#### Input for this task ####
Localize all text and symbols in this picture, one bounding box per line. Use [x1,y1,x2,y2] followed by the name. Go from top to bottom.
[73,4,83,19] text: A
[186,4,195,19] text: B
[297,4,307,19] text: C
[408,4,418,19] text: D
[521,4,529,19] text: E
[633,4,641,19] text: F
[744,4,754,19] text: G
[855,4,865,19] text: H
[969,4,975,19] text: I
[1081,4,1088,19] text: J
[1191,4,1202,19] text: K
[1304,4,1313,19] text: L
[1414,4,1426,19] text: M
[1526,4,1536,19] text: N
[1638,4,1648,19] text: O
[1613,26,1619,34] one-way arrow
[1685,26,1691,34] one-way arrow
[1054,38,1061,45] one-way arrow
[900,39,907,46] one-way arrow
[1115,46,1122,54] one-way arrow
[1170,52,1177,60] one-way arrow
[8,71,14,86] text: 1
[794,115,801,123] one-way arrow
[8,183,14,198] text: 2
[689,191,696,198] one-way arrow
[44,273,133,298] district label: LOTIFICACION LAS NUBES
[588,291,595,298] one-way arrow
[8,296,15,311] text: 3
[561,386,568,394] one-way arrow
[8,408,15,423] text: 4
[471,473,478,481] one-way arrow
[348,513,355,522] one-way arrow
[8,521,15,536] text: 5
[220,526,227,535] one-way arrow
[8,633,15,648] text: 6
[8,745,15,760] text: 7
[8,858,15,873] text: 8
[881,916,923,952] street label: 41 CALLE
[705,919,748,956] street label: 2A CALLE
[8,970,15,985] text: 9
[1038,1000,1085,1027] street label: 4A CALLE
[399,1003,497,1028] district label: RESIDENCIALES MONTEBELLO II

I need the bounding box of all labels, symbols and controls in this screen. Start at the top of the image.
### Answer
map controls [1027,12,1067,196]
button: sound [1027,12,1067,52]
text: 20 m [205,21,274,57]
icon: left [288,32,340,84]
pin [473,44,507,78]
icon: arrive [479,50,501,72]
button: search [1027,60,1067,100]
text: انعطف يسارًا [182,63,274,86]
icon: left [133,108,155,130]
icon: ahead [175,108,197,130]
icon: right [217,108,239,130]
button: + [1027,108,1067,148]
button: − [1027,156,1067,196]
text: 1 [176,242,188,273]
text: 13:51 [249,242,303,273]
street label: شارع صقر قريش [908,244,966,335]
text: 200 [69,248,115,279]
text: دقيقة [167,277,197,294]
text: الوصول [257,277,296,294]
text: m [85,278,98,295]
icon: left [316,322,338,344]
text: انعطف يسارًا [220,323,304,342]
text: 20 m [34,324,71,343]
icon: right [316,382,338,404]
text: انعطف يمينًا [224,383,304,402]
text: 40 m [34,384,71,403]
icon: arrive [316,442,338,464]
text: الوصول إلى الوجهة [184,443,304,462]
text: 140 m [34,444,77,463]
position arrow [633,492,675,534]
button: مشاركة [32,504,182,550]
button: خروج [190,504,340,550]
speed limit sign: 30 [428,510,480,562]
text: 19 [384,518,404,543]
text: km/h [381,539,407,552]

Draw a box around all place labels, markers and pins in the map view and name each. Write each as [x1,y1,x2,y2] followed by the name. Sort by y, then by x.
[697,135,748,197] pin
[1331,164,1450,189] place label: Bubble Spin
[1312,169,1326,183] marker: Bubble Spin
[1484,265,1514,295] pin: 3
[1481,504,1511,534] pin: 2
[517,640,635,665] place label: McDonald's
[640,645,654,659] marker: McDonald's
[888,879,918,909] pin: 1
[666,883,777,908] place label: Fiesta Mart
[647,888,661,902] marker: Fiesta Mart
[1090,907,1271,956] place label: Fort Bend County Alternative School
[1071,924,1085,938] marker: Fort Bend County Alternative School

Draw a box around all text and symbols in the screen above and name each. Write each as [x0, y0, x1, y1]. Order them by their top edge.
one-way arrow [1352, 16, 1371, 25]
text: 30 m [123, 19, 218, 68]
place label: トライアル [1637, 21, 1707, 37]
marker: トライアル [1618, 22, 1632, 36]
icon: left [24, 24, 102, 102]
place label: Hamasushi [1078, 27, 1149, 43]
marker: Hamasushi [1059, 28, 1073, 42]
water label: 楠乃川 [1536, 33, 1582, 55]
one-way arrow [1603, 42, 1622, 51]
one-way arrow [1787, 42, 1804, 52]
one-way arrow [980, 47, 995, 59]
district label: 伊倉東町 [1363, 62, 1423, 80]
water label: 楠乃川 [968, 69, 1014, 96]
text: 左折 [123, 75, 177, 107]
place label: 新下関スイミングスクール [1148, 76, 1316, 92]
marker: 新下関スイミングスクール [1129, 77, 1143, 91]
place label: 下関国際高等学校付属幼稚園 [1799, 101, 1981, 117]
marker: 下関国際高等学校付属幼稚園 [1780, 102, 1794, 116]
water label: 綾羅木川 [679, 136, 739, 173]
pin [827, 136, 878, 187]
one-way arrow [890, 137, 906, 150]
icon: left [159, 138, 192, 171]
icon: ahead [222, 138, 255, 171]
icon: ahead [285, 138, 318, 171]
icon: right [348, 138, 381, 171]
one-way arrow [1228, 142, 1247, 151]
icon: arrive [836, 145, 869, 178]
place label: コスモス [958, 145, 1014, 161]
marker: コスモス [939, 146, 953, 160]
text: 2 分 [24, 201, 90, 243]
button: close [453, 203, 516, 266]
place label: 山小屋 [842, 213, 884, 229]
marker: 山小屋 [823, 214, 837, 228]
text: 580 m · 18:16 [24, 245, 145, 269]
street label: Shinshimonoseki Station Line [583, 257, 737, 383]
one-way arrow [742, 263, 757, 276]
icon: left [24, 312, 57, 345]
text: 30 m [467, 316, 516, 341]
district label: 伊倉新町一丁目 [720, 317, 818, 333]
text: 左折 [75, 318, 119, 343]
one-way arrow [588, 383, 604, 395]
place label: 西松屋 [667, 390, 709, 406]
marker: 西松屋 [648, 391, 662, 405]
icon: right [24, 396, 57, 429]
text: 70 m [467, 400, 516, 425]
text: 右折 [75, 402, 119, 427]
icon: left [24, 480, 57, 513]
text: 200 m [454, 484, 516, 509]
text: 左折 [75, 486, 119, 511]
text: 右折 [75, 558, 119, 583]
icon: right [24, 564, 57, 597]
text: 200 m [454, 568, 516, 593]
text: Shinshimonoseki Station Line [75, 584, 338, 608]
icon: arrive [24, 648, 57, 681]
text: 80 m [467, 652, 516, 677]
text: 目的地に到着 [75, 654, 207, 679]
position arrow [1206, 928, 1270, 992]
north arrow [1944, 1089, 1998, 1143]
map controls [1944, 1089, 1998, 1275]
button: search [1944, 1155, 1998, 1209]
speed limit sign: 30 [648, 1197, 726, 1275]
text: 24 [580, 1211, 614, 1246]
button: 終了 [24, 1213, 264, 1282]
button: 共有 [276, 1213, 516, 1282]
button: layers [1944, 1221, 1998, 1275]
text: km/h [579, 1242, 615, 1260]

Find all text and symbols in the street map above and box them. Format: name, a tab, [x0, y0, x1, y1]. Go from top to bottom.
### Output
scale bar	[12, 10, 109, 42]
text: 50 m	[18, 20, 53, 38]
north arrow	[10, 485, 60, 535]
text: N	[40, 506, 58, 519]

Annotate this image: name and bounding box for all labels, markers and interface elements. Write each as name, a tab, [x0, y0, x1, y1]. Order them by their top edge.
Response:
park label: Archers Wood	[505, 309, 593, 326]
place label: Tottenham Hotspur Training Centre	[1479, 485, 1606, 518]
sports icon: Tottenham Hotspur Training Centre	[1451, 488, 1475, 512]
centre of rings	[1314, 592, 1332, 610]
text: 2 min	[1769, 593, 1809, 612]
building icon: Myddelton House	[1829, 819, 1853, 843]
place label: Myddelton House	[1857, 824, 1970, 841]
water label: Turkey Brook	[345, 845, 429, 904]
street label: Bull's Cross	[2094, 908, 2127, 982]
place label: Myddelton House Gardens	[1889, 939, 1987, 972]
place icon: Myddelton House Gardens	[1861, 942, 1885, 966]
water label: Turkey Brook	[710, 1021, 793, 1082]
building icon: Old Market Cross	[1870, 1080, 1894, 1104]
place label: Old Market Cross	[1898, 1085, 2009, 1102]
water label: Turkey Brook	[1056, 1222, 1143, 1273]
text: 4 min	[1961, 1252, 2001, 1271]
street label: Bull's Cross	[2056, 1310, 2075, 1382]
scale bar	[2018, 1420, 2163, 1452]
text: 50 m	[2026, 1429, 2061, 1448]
####
→ **Assignment**: Starting with the first line of the data above, copy each line exactly until you reach the line with "I need the bounding"; include that line as well.

→ **Exercise response**:
Localize all text and symbols in this picture, one bounding box per line. Use [x1,y1,x2,y2] followed by the name. Go from top to bottom.
[73,4,83,19] text: A
[186,4,195,19] text: B
[297,4,307,19] text: C
[408,4,418,19] text: D
[521,4,529,19] text: E
[633,4,641,19] text: F
[744,4,754,19] text: G
[855,4,865,19] text: H
[969,4,975,19] text: I
[1081,4,1088,19] text: J
[1191,4,1202,19] text: K
[1304,4,1313,19] text: L
[1414,4,1426,19] text: M
[1526,4,1536,19] text: N
[1638,4,1648,19] text: O
[1613,26,1619,34] one-way arrow
[1685,26,1691,34] one-way arrow
[1054,38,1061,45] one-way arrow
[900,39,907,46] one-way arrow
[1115,46,1122,54] one-way arrow
[1170,52,1177,60] one-way arrow
[8,71,14,86] text: 1
[794,115,801,123] one-way arrow
[8,183,14,198] text: 2
[689,191,696,198] one-way arrow
[44,273,133,298] district label: LOTIFICACION LAS NUBES
[588,291,595,298] one-way arrow
[8,296,15,311] text: 3
[561,386,568,394] one-way arrow
[8,408,15,423] text: 4
[471,473,478,481] one-way arrow
[348,513,355,522] one-way arrow
[8,521,15,536] text: 5
[220,526,227,535] one-way arrow
[8,633,15,648] text: 6
[8,745,15,760] text: 7
[8,858,15,873] text: 8
[881,916,923,952] street label: 41 CALLE
[705,919,748,956] street label: 2A CALLE
[8,970,15,985] text: 9
[1038,1000,1085,1027] street label: 4A CALLE
[399,1003,497,1028] district label: RESIDENCIALES MONTEBELLO II

I need the bounding box of all labels, symbols and controls in this screen. Start at the top of the image.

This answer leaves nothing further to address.